Sometimes when the kids are selling magazine subscriptions for a school fundraiser, you can stumble upon a certain publication that is totally new to you, and it ends up becoming one of your favorite gardening magazines.


Such was the case a few years ago, when The English Garden magazine was discovered. This magazine is brimming with the underlying concept of how gardens are good for you. The folks in Britain are very passionate about their garden horticulture, and this magazine makes that quite evident.




First, let us say that we are not affilated with this magazine, but it is just simply one that we wanted to share with our readers, in case any are not familiar with it.


Since Great Britain has been cultivating gardens for far more centuries then we have, it is always good to learn something new – sort of gaining an ‘old world’ perspective.
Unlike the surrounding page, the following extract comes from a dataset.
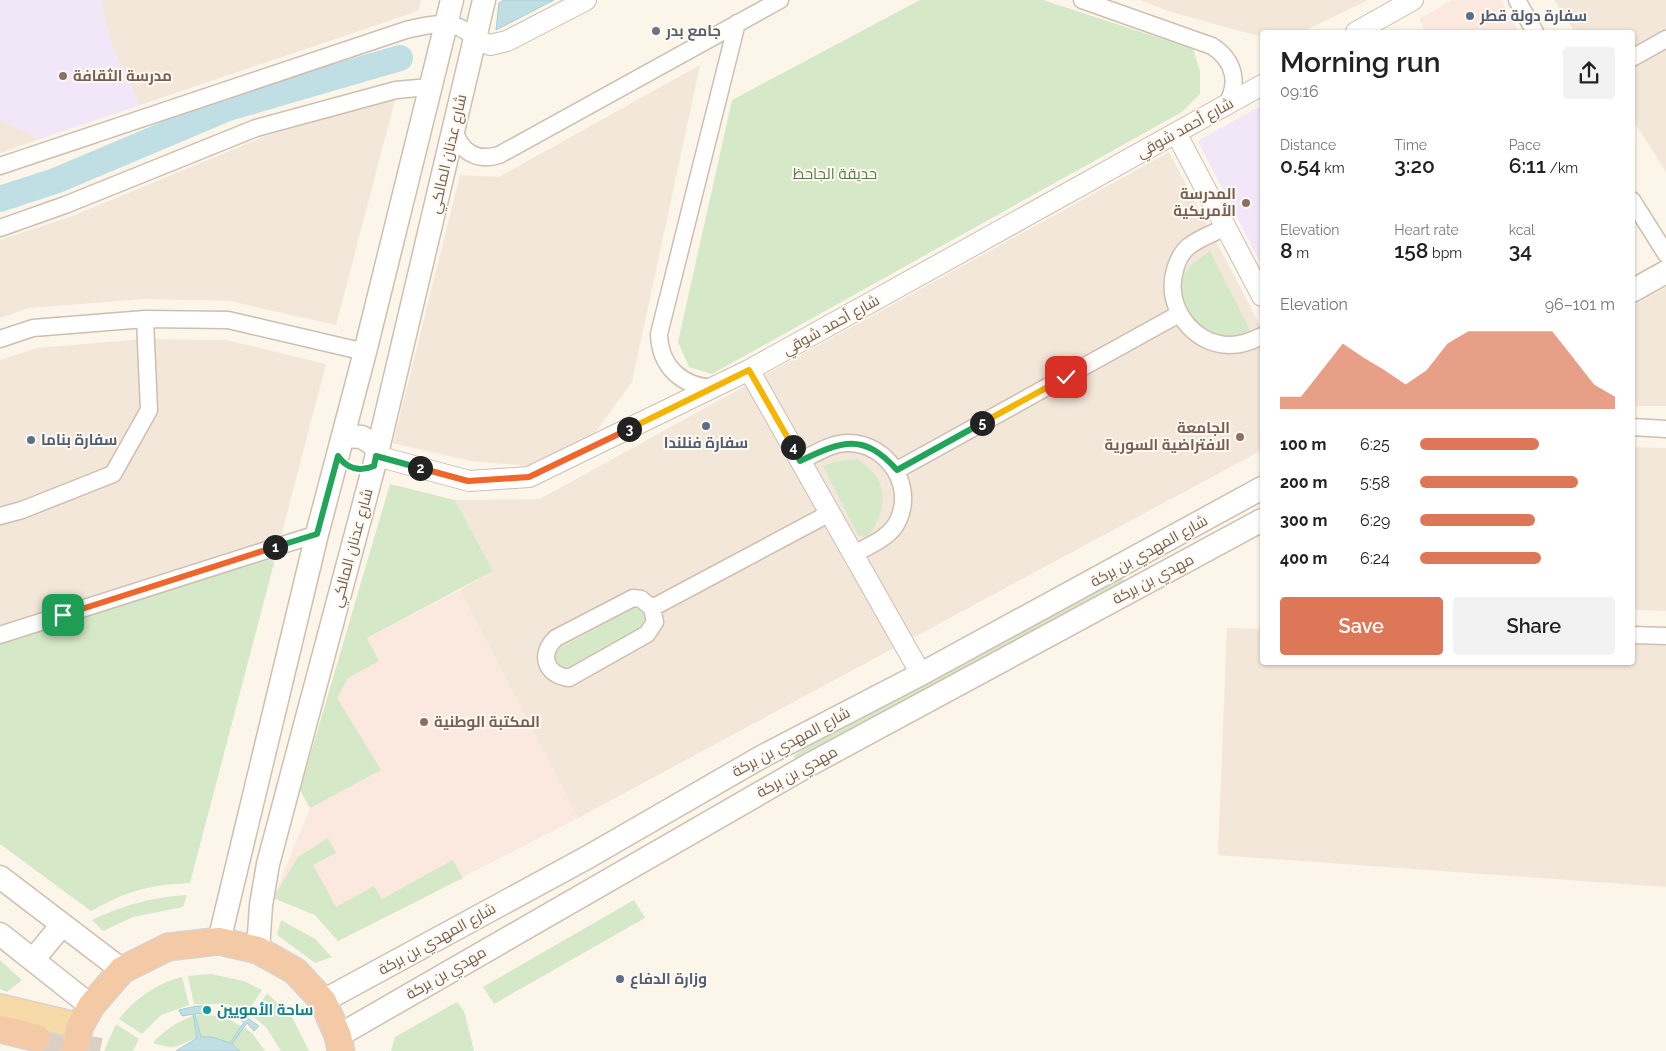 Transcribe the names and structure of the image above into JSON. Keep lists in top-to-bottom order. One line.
{"streets":{"main road":["شارع عدنان المالكي","شارع المهدي بن بركة","مهدي بن بركة"],"street":["شارع أحمد شوقي"]},"crossings":[["شارع أحمد شوقي","شارع عدنان المالكي"]],"parks":["حديقة الجاحظ"],"places":["سفارة دولة قطر","جامع بدر","مدرسة الثقافة","المدرسة الأمريكية","سفارة فنلندا","الجامعة الافتراضية السورية","سفارة بناما","المكتبة الوطنية","وزارة الدفاع","ساحة الأمويين"],"page":{"heading":["Morning run","09:16"],"stats":[["Distance","0.54 km"],["Time","3:20"],["Pace","6:11 /km"],["Elevation","8 m"],["Heart rate","158 bpm"],["kcal","34"]],"chart":["Elevation","96–101 m"],"pins":["5","3","4","2","1"],"list":[{"name":"100 m","note":"6:25"},{"name":"200 m","note":"5:58"},{"name":"300 m","note":"6:29"},{"name":"400 m","note":"6:24"}],"buttons":["Save","Share"]}}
That’s not to say that we Americans are not pretty doggone good gardeners, too, but after all, many of our traditional garden styles here, originated in Europe. There’s history in there, which for some may make gardening a bit more fun.


There’s a lot of gardening inspiration and helpful practical tips offered in the magazine, not to mention beautiful photos.




We think the magazine gives a unique and timeless perspective on the garden for the avid gardener. In the U.S., we are inspired by the ‘English garden style’ and use it as a type of garden design, but in England it is simply their way to garden.


The magazine has a range of gardens that they highlight – some that are informal with the blurred lines of a pastural, or cottage, style using wildflower meadows and gardens, vegetable and herb gardens, or orchards, and for the more formal designs, you’ll see rose gardens enclosed by a low clipped boxwood hedge, boxwood topiary, and neatly cut lawns.


One of the interesting things about reading the articles is learning new terms from The English Garden like ‘plantsman’ which is a person who is very passionate and knowledgeable about plants, being either a professional or amateur. We don’t use that word in the U.S., and we have never come across anyone with such a title. Probably the closest title here would be ‘horticulturist’.


Since the subscription price of the magazine can be a bit pricey, if you’re interested in the magazine, we suggest buying a single copy at the grocery store, first, to see if you like it.


Do you have a favorite garden magazine?